Depuis des années, un homme vit dehors aux alentours de la gare, et y dort. Il vit grâce à la solidarité des riverains. Quelle action sociale la ville compte-t-elle mettre en œuvre pour aider cette personne à trouver des conditions de vie décentes ? 

Réponse : cette personne en grande précarité sociale depuis des années refuse tous les hébergements qui lui sont proposés et la ville a sollicité à maintes reprises les services d’urgence. Il est suivi par une tutrice désignée par le tribunal avec qui la ville a des contacts réguliers mais qui « ne fait rien ». Le CCAS suit son dossier et tente tant bien que mal de lui apporter son soutien.

Remarque : certes, il s’agit d’une situation compliquée ne serait-ce que du fait qu’elle dure depuis des années. Pour autant, l’action de la ville nous semble insuffisante.

Insécurité – Lycée d’Enghien

Jeudi 2 décembre, deux jeunes ont été hospitalisés, dont l’un dans un état grave, après une bagarre à l’arme blanche. L’affrontement s’est déroulé dans les allées vertes, puis devant l’entrée des fournisseurs du lycée Gustave-Monod. La scène a été d’une extrême violence. L’un des protagonistes est remonté armé jusqu’à l’entrée du lycée, alors que des lycéens sortaient du lycée pour rentrer chez eux ou changeaient de site à l’intercours de 17h.

Lors des travaux de rénovation du lycée, il avait été proposé de construire une passerelle reliant les deux parties du lycée, évitant ainsi aux lycéens de passer par le domaine public, et, le cas échéant, de se retrouver face à ce type d’événement, leur évitant aussi de traverser une rue très passante, évitant enfin de monopoliser du personnel affecté à la surveillance de cette traversée entre les différents bâtiments.

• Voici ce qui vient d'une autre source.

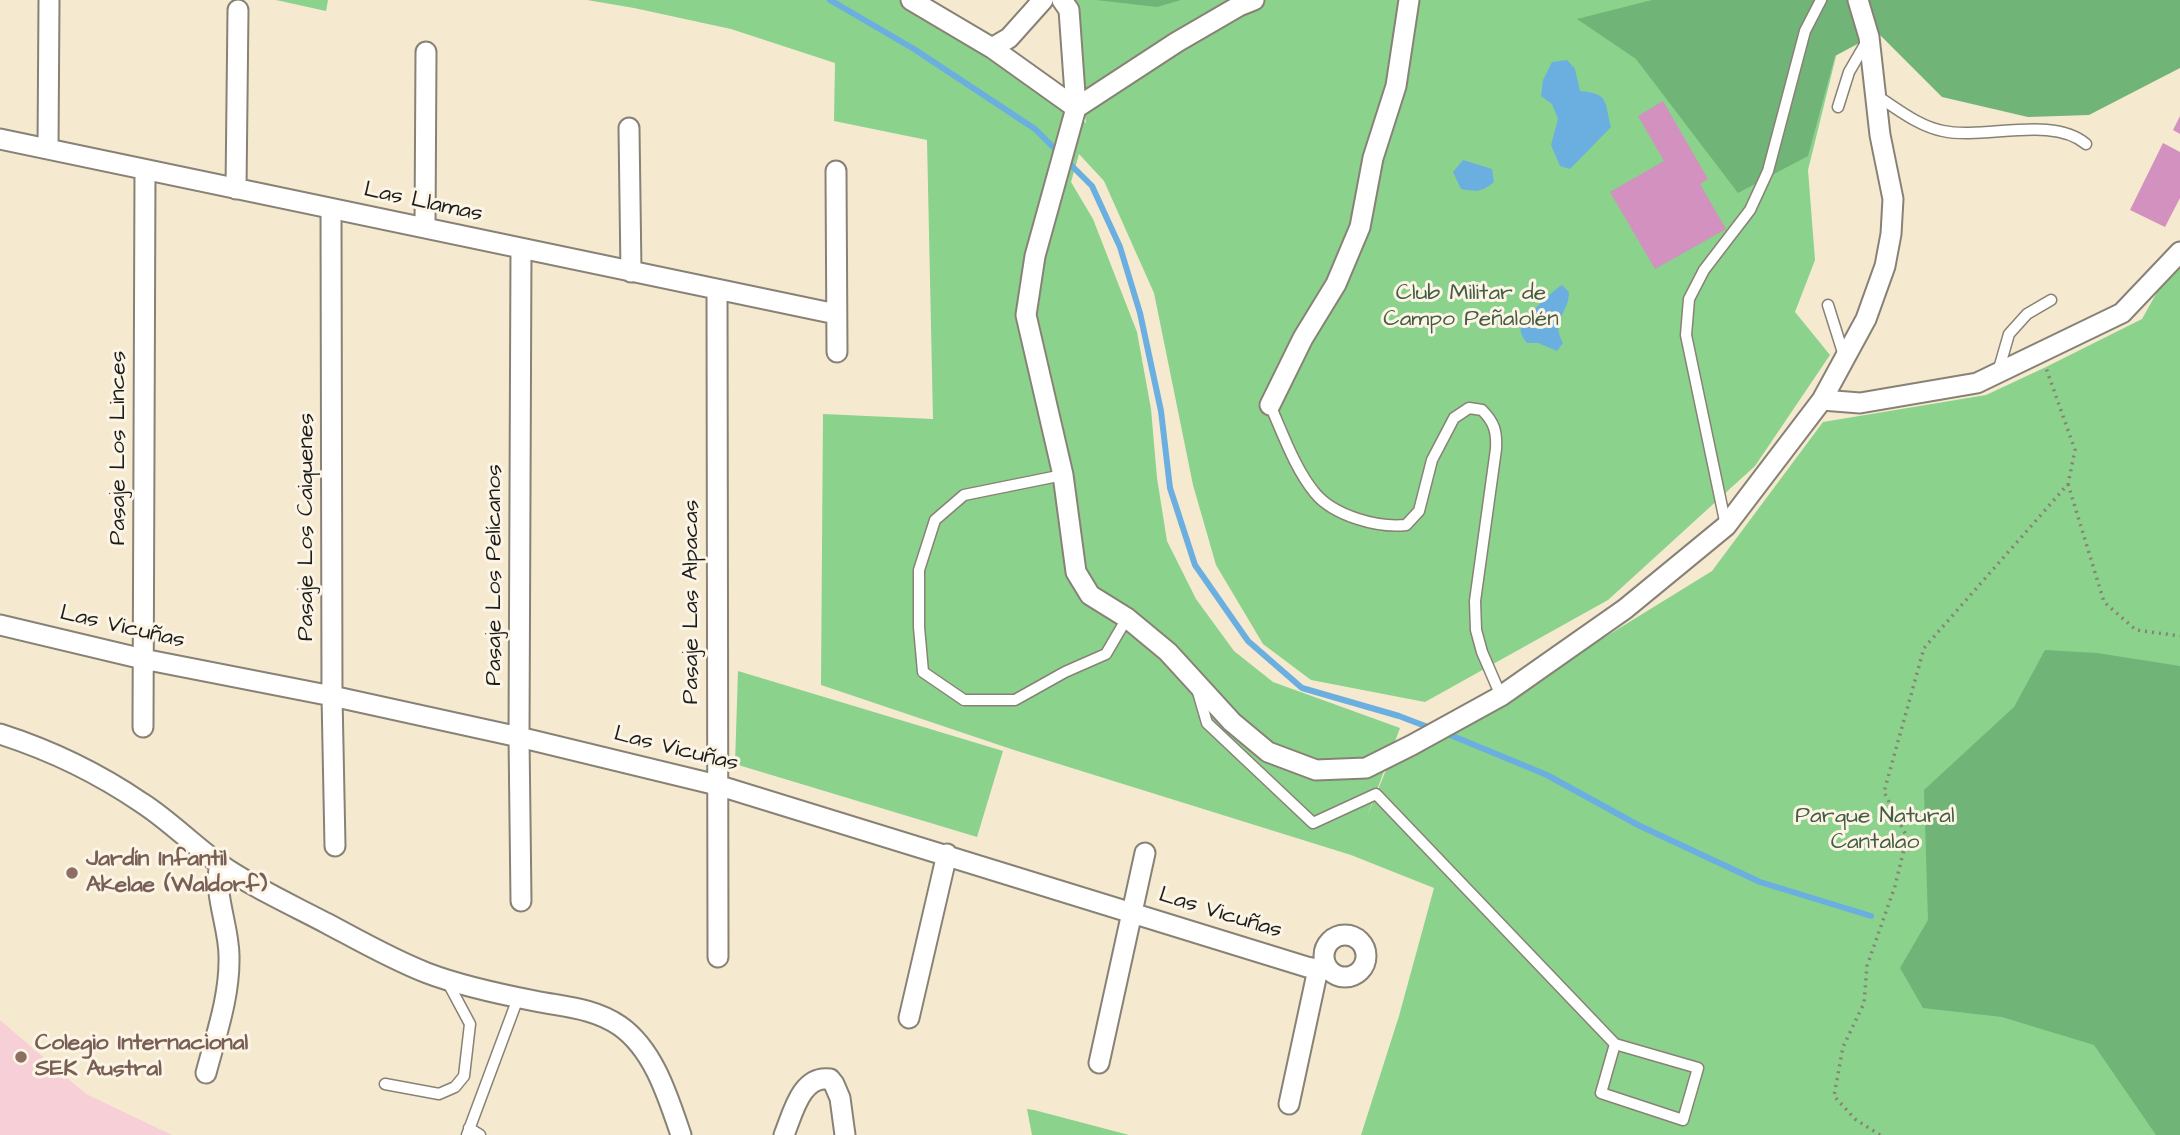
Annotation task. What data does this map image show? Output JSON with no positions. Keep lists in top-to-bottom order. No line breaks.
{"streets":{"street":["Las Llamas","Pasaje Los Linces","Pasaje Los Caiquenes","Pasaje Los Pelícanos","Pasaje Las Alpacas","Las Vicuñas"]},"crossings":[["Las Llamas","Pasaje Los Linces"],["Las Llamas","Pasaje Los Caiquenes"],["Las Llamas","Pasaje Los Pelícanos"],["Las Llamas","Pasaje Las Alpacas"],["Pasaje Los Linces","Las Vicuñas"],["Pasaje Los Caiquenes","Las Vicuñas"],["Pasaje Los Pelícanos","Las Vicuñas"],["Pasaje Las Alpacas","Las Vicuñas"]],"parks":["Club Militar de Campo Peñalolén","Parque Natural Cantalao"],"places":["Jardín Infantil Akelae (Waldorf)","Colegio Internacional SEK Austral"]}
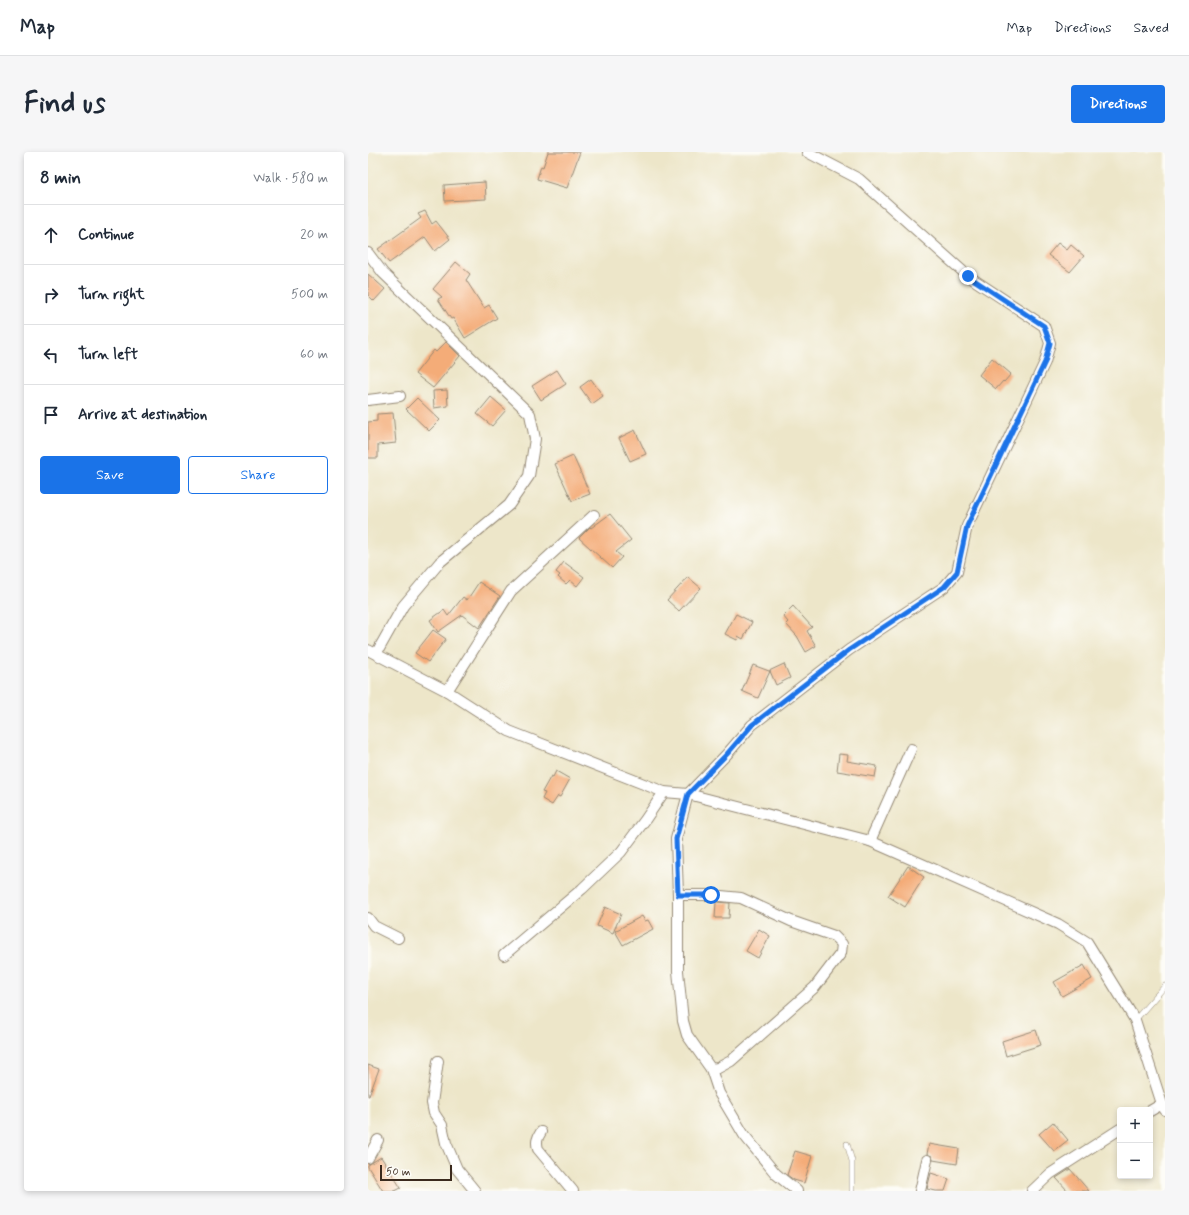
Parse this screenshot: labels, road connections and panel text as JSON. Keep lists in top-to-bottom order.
{
  "scale_bar": "50 m",
  "page": {
    "header": "Map",
    "nav": ["Map", "Directions", "Saved"],
    "buttons": [
      "Directions",
      ["Save", "Share"]
    ],
    "title": "Find us",
    "heading": ["8 min", "Walk · 580 m"],
    "list": [
      ["Continue", "20 m"],
      ["Turn right", "500 m"],
      ["Turn left", "60 m"],
      "Arrive at destination"
    ],
    "map_buttons": ["+", "−"],
    "scale": "50 m"
  }
}
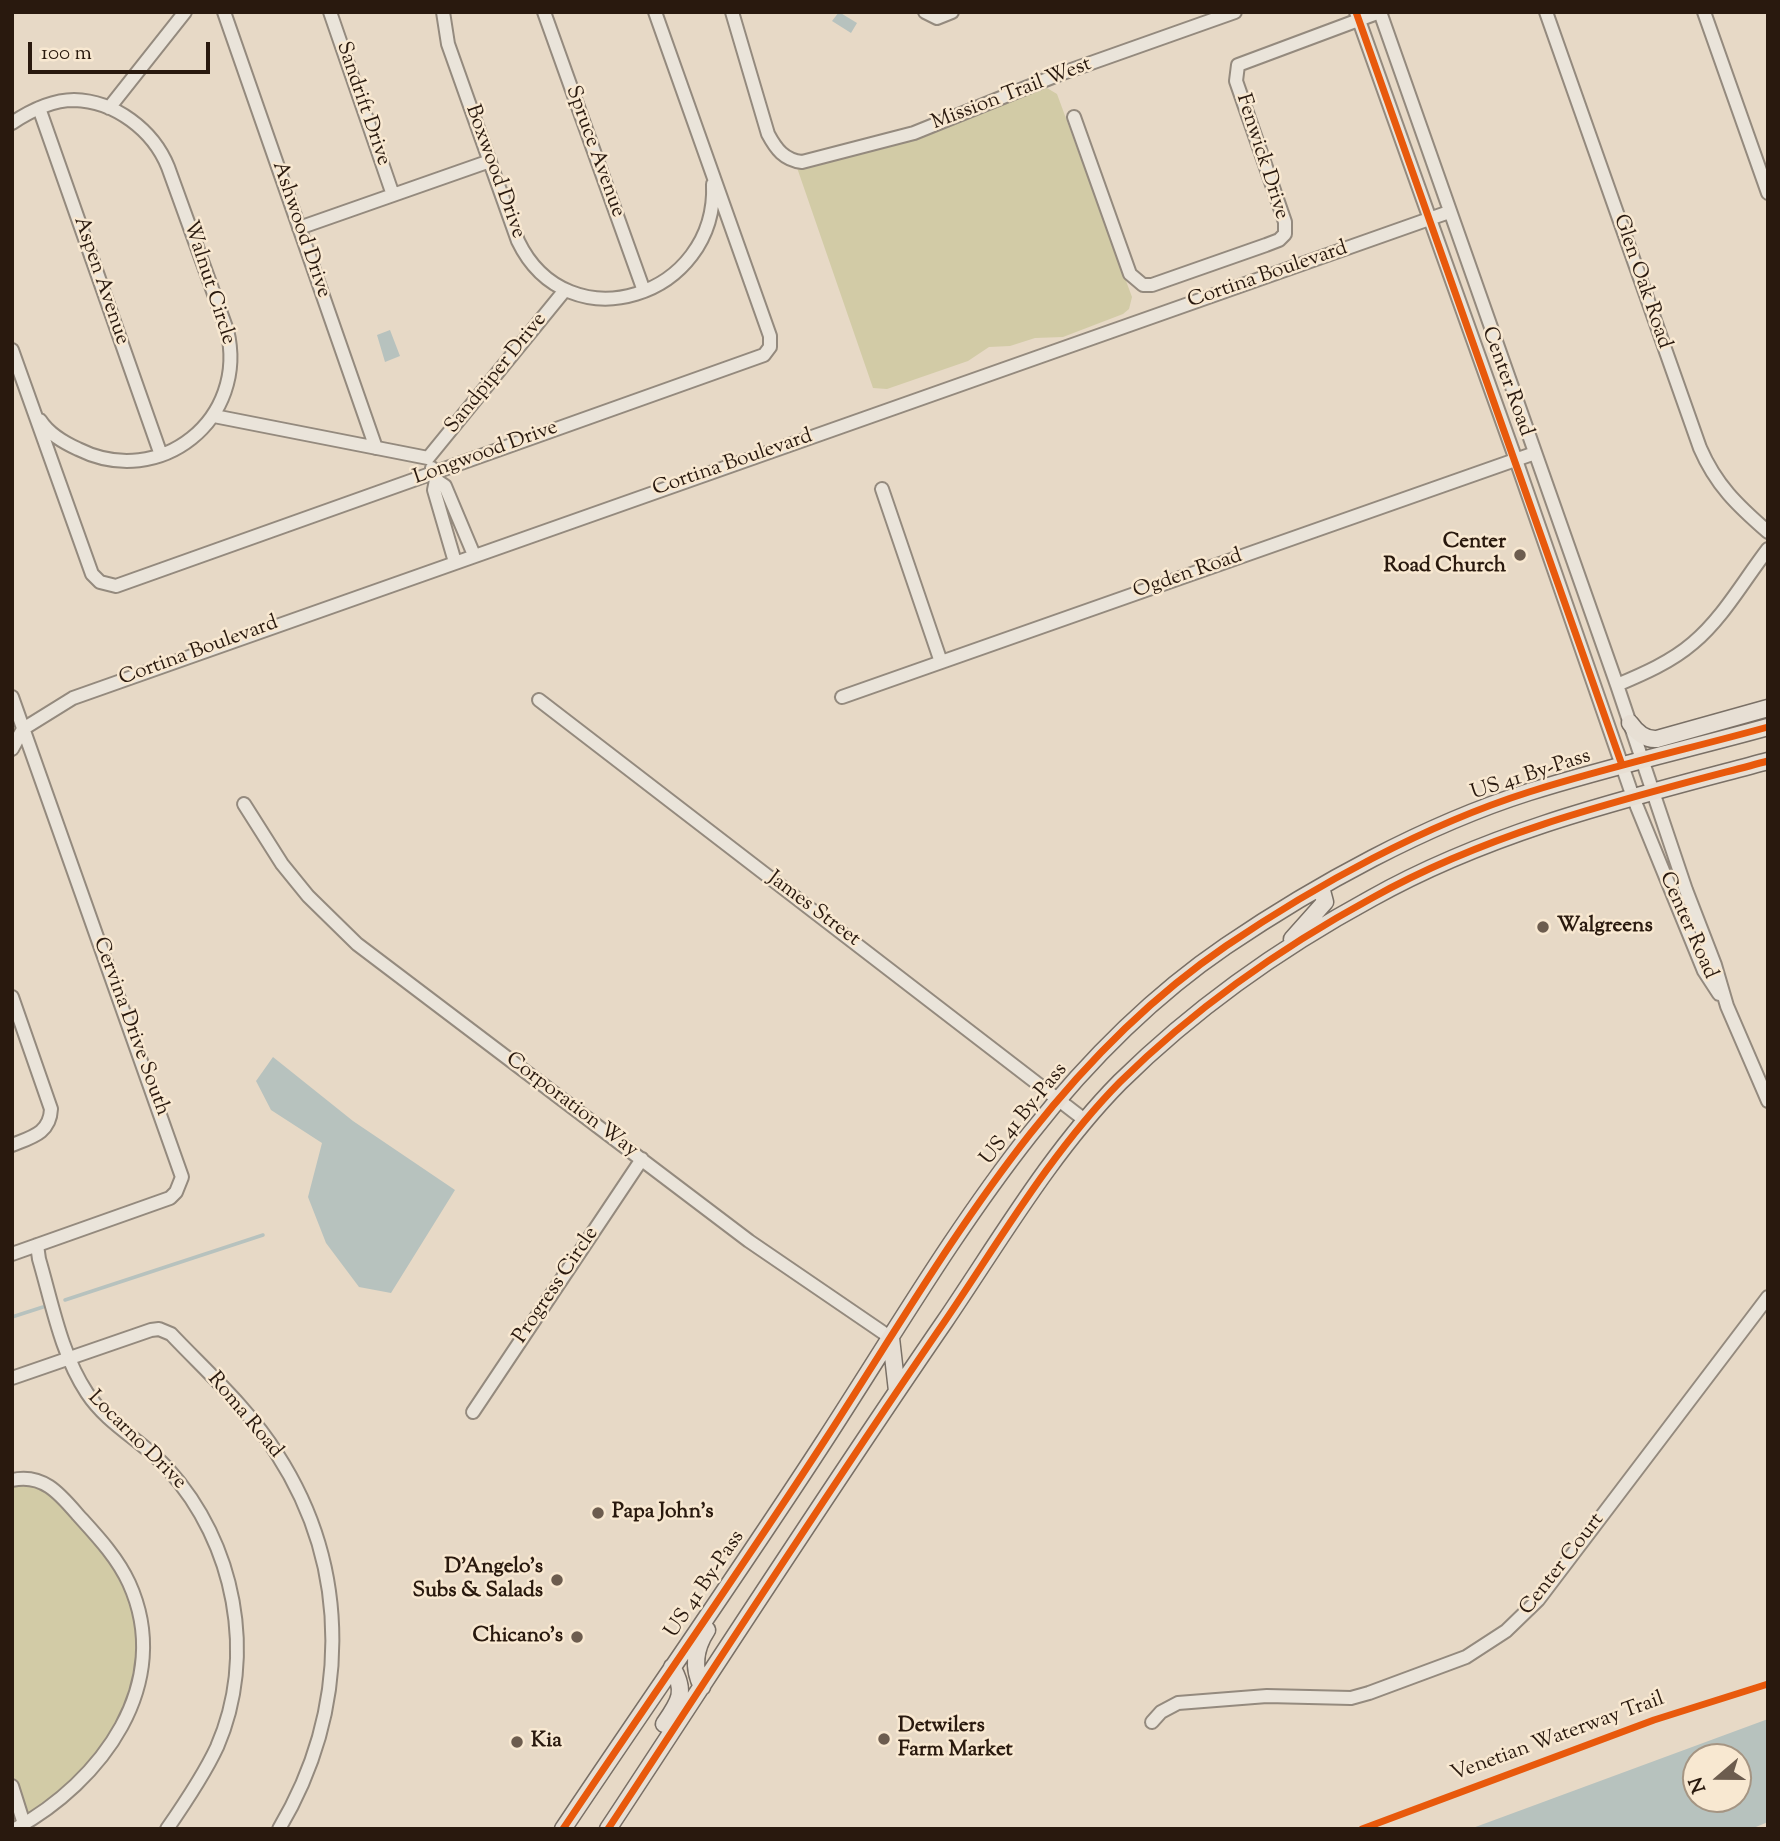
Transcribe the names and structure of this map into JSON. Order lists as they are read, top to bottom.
{
  "streets": {
    "main road": ["US 41 By-Pass"],
    "street": [
      "Mission Trail West",
      "Sandrift Drive",
      "Spruce Avenue",
      "Fenwick Drive",
      "Boxwood Drive",
      "Ashwood Drive",
      "Cortina Boulevard",
      "Aspen Avenue",
      "Glen Oak Road",
      "Walnut Circle",
      "Sandpiper Drive",
      "Center Road",
      "Longwood Drive",
      "Ogden Road",
      "James Street",
      "Cervina Drive South",
      "Corporation Way",
      "Progress Circle",
      "Roma Road",
      "Locarno Drive",
      "Center Court"
    ],
    "cycle path": ["Venetian Waterway Trail"]
  },
  "crossings": [
    ["Spruce Avenue", "Boxwood Drive"],
    ["Fenwick Drive", "Center Road"],
    ["Boxwood Drive", "Sandpiper Drive"],
    ["Boxwood Drive", "Longwood Drive"],
    ["Cortina Boulevard", "Center Road"],
    ["Cortina Boulevard", "Cervina Drive South"],
    ["Aspen Avenue", "Walnut Circle"],
    ["Walnut Circle", "Longwood Drive"],
    ["Center Road", "Ogden Road"],
    ["Center Road", "US 41 By-Pass"],
    ["US 41 By-Pass", "James Street"],
    ["US 41 By-Pass", "Corporation Way"],
    ["Cervina Drive South", "Locarno Drive"],
    ["Corporation Way", "Progress Circle"],
    ["Roma Road", "Locarno Drive"]
  ],
  "places": [
    "Center Road Church",
    "Walgreens",
    "Papa John's",
    "D'Angelo's Subs & Salads",
    "Chicano's",
    "Detwilers Farm Market",
    "Kia"
  ],
  "scale_bar": "100 m",
  "north": "left"
}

Dans le PPI de la ville, pourquoi la construction d’une passerelle entre les deux sites du lycée – dont une partie est situé sur la commune de St Gratien – n’a-t-elle pas été planifiée alors que la réalisation d’un tel ouvrage a été envisagé dans la phase de réflexion des travaux ?

Réponse : la compétence n’est pas communale, le lycée dépendant de la Région. Cela ne peut donc être inscrit dans le PPI de la ville. Si cet aménagement a un moment été envisagé, il apparaît que cela est complètement impossible d’un point de vue technique.

Remarque : l’argument de l’impossibilité technique est un grand classique pour l’élu qui veut couper court à la discussion. On l’a connu pour la passerelle piétonne qui enjambe le BIP à hauteur de la résidence des Marais. Présentée au départ comme irréalisable, elle a pourtant été implantée et est largement utilisée par les riverains. La passerelle reliant les deux sites du lycée avait de fait été envisagée, son implantation étant rendue possible par la  superficie des terrains de l’établissement. Une structure qui rendrait beaucoup plus sécure la traversée des élèves entre les deux sites du lycée.